--- Task ---
Among the entries below, find each line holding "Giosuè" and return it.

[Records from a data collection]

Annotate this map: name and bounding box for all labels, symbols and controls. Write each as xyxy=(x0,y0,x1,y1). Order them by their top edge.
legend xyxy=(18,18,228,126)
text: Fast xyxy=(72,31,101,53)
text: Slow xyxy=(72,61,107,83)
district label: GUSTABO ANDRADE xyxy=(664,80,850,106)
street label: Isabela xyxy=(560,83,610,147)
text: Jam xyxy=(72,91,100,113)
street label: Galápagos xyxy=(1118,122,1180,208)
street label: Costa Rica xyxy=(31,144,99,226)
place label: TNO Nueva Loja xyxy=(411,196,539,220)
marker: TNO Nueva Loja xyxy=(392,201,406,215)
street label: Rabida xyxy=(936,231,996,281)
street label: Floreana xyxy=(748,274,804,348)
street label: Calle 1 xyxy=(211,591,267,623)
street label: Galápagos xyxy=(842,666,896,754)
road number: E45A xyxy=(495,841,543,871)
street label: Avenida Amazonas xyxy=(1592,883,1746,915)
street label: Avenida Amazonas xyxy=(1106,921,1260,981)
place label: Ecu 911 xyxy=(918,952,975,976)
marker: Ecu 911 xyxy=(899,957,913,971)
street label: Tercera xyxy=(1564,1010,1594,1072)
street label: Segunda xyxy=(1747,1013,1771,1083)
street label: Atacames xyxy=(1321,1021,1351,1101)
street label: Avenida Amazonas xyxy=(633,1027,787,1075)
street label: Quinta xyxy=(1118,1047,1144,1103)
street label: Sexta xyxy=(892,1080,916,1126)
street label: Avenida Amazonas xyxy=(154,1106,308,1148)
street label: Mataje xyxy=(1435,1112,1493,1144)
* * *
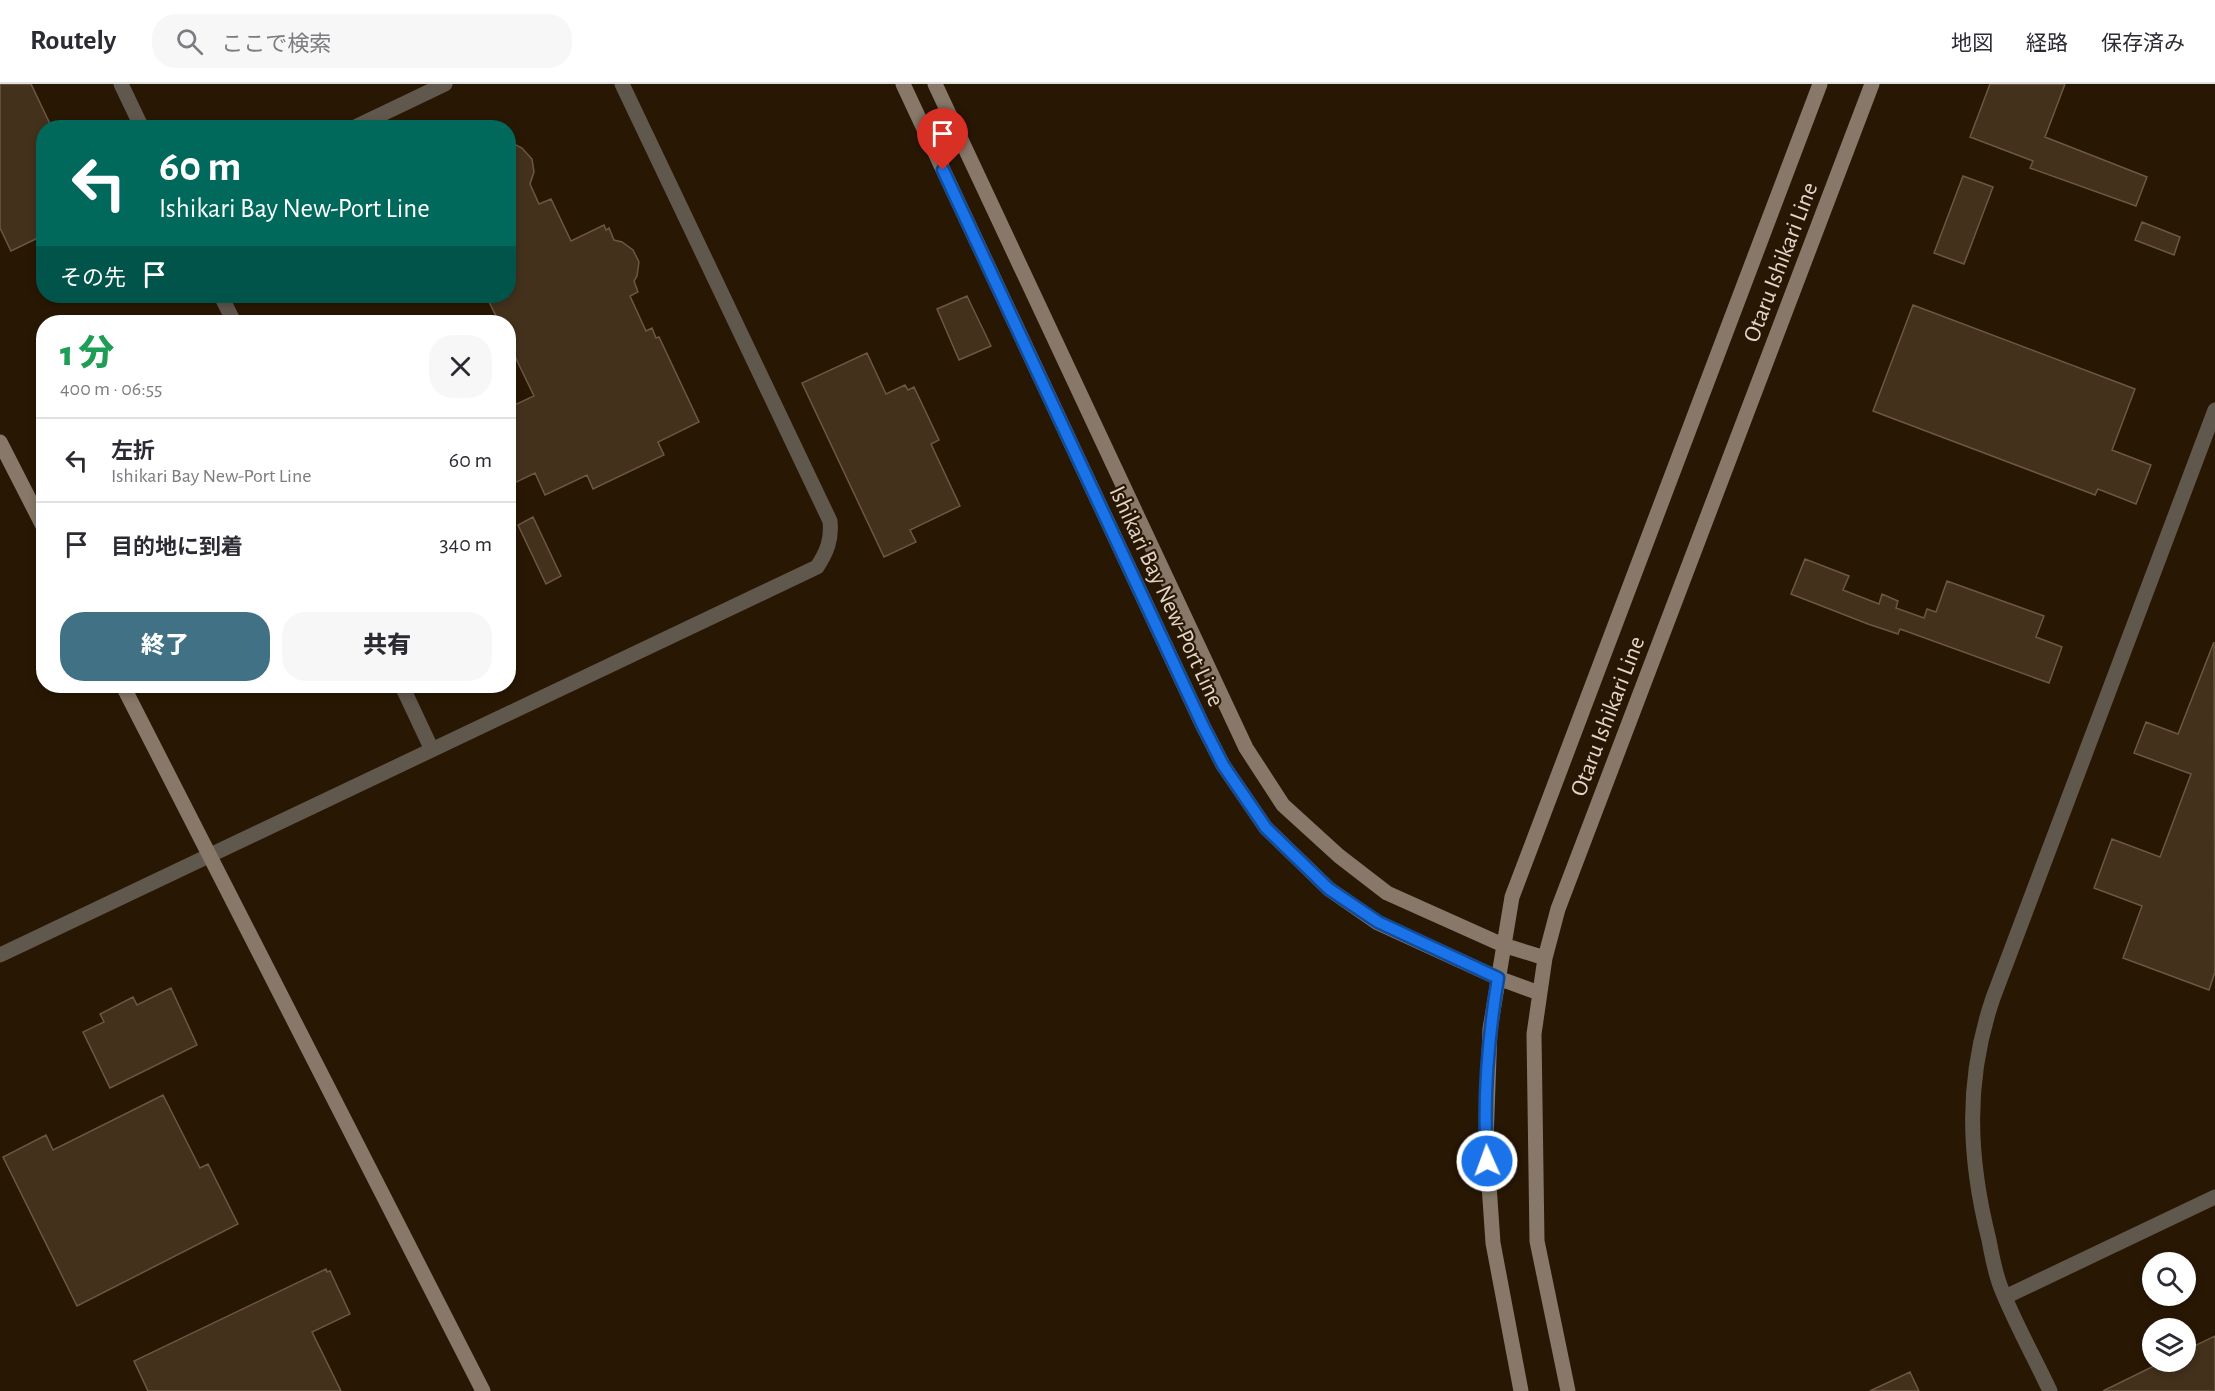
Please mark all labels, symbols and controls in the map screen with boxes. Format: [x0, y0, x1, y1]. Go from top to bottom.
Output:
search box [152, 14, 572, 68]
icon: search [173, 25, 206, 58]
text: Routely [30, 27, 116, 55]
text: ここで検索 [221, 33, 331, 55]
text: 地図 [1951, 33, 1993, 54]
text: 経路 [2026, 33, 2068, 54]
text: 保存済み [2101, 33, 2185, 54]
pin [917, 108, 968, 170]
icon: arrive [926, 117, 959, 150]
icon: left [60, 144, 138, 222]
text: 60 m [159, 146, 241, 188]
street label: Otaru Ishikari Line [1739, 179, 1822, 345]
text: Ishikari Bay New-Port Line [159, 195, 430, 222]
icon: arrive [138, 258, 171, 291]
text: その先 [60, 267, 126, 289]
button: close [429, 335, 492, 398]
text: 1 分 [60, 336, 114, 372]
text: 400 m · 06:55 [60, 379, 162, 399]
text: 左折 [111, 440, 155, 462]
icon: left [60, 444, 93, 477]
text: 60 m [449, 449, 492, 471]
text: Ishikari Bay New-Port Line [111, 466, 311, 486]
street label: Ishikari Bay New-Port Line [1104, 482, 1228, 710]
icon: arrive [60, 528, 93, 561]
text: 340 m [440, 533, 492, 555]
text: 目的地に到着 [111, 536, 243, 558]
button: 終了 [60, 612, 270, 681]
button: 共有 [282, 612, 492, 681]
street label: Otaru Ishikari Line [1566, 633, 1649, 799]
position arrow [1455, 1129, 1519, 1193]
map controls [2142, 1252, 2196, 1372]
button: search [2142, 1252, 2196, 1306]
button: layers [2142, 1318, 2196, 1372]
* * *
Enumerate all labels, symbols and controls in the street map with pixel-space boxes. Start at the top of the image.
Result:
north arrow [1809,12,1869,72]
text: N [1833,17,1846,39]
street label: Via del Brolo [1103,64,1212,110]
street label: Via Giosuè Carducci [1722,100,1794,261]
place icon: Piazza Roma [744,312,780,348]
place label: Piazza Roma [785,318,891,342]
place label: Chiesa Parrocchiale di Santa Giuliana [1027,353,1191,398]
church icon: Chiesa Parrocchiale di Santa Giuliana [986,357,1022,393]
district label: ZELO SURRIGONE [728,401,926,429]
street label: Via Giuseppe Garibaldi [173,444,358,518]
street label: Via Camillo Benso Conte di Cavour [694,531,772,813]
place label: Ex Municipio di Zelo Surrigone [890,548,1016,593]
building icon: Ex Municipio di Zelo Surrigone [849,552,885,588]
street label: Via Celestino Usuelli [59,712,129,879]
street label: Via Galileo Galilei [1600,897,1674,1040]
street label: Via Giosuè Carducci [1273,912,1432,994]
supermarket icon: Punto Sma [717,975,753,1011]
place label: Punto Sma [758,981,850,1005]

--- Task output ---
street label: Via Giosuè Carducci [1722,100,1794,261]
street label: Via Giosuè Carducci [1273,912,1432,994]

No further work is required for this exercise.